| Activity |
Within the data below, count every line that includes "road" and report the total alone.

| Data for this exercise |
———

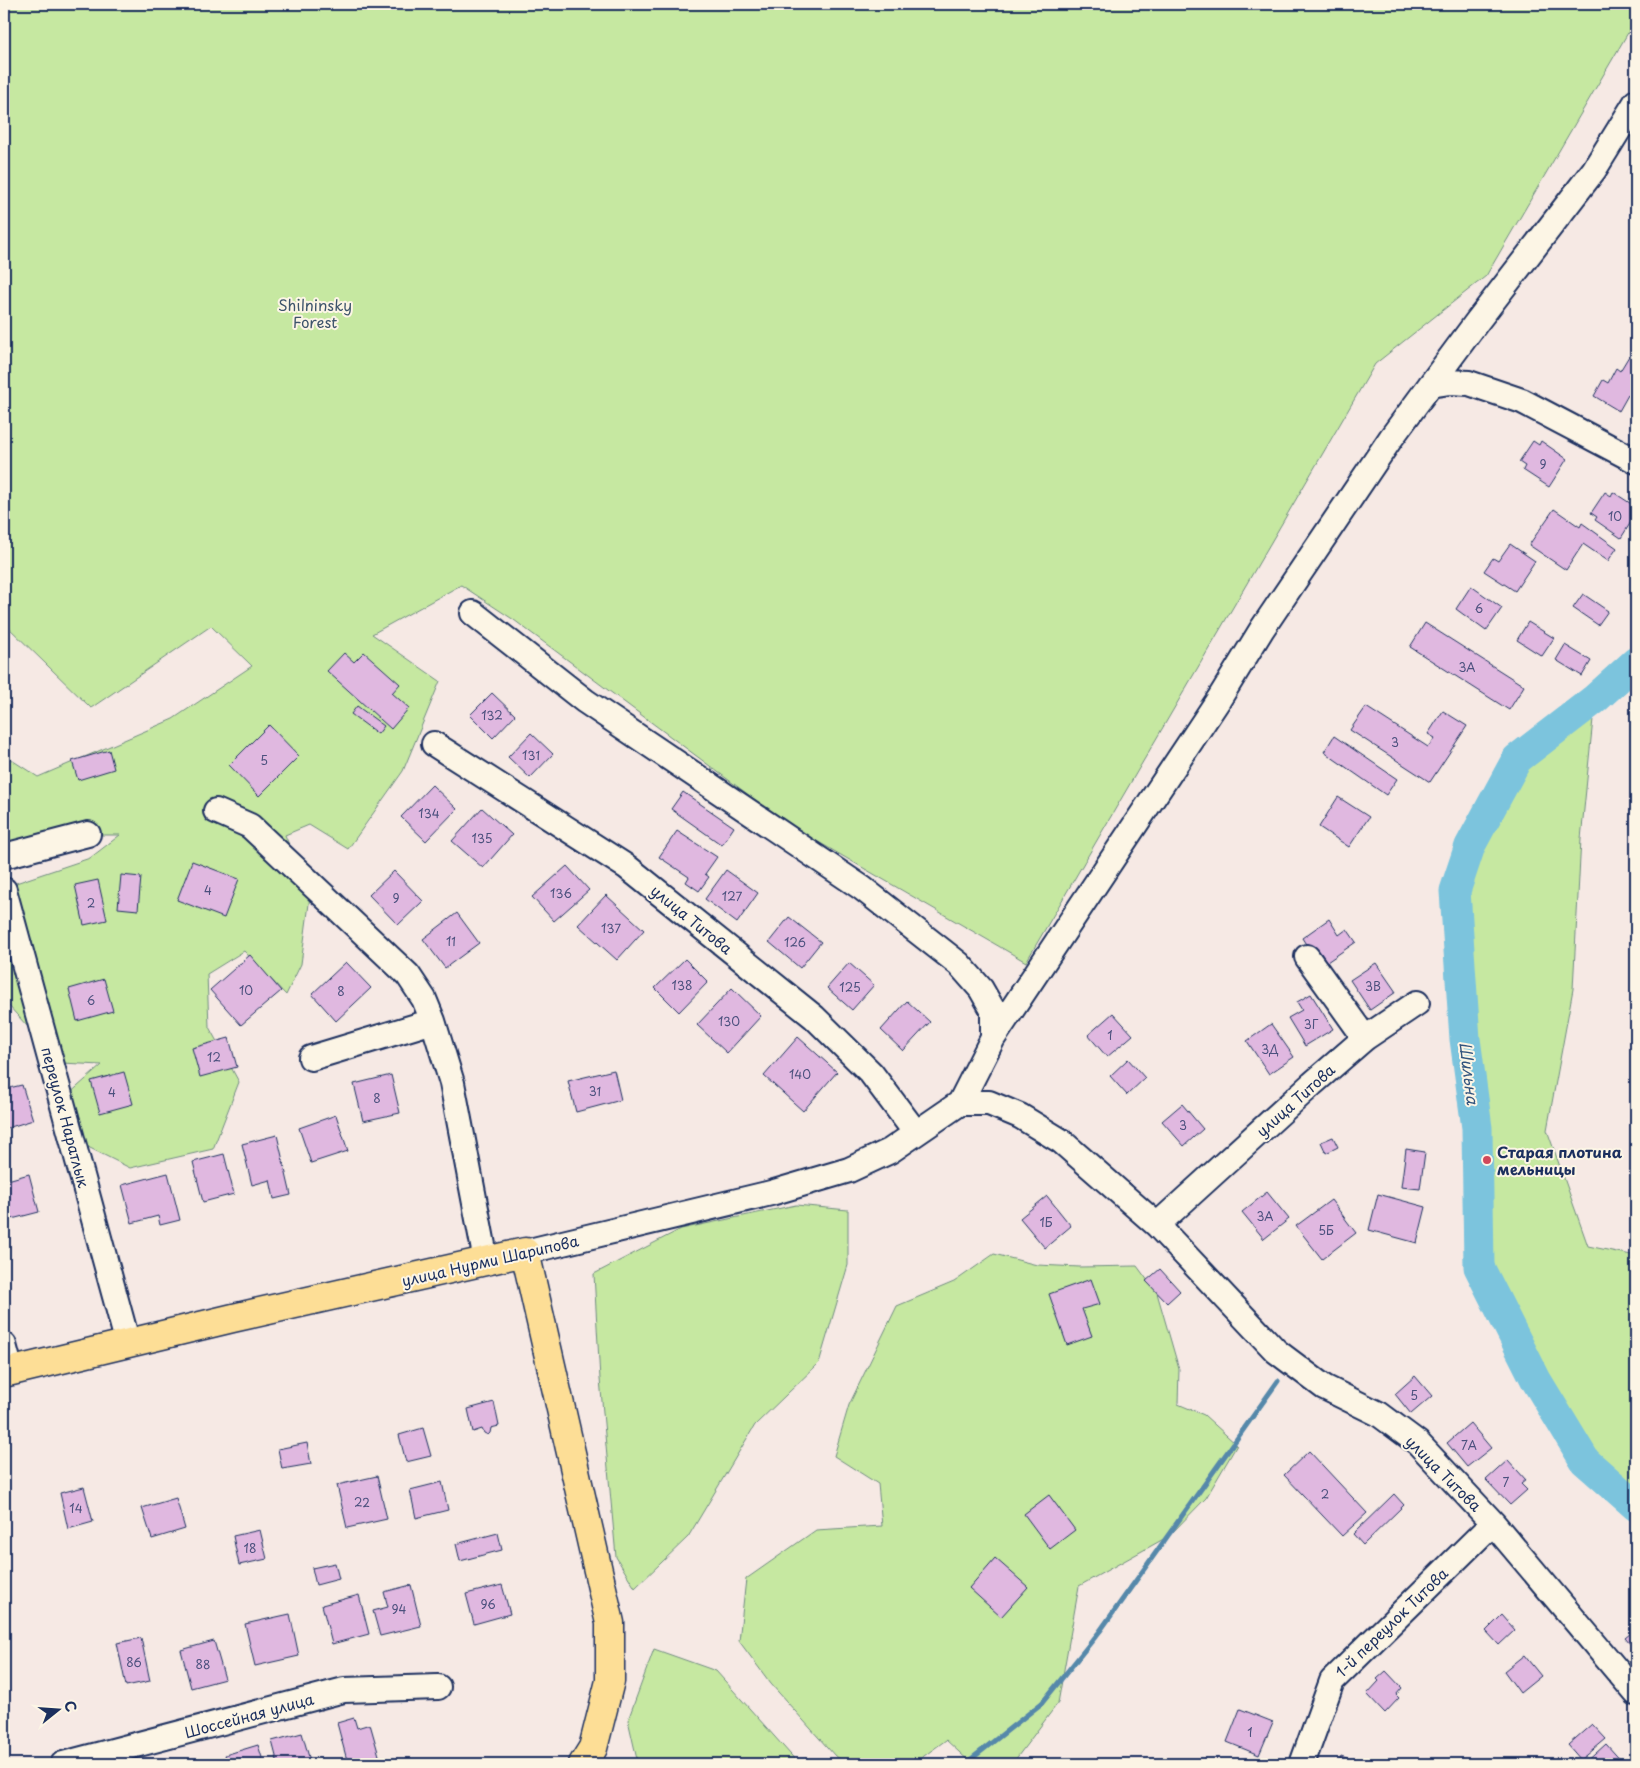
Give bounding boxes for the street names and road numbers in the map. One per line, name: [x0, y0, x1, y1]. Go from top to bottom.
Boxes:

———

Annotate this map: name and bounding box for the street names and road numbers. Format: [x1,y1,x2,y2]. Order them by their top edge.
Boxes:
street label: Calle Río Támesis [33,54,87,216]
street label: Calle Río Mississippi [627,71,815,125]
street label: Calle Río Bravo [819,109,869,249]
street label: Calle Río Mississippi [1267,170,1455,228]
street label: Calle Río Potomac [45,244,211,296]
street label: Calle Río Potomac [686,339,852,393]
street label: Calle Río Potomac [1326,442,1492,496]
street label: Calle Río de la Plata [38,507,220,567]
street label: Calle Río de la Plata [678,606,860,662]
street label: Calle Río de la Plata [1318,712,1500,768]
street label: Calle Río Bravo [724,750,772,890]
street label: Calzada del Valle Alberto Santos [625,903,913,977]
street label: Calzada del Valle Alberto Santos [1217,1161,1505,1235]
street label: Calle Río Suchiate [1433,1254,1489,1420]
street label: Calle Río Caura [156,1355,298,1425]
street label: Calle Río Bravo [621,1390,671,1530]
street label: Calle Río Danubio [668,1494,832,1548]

———

| Solution for this problem |
2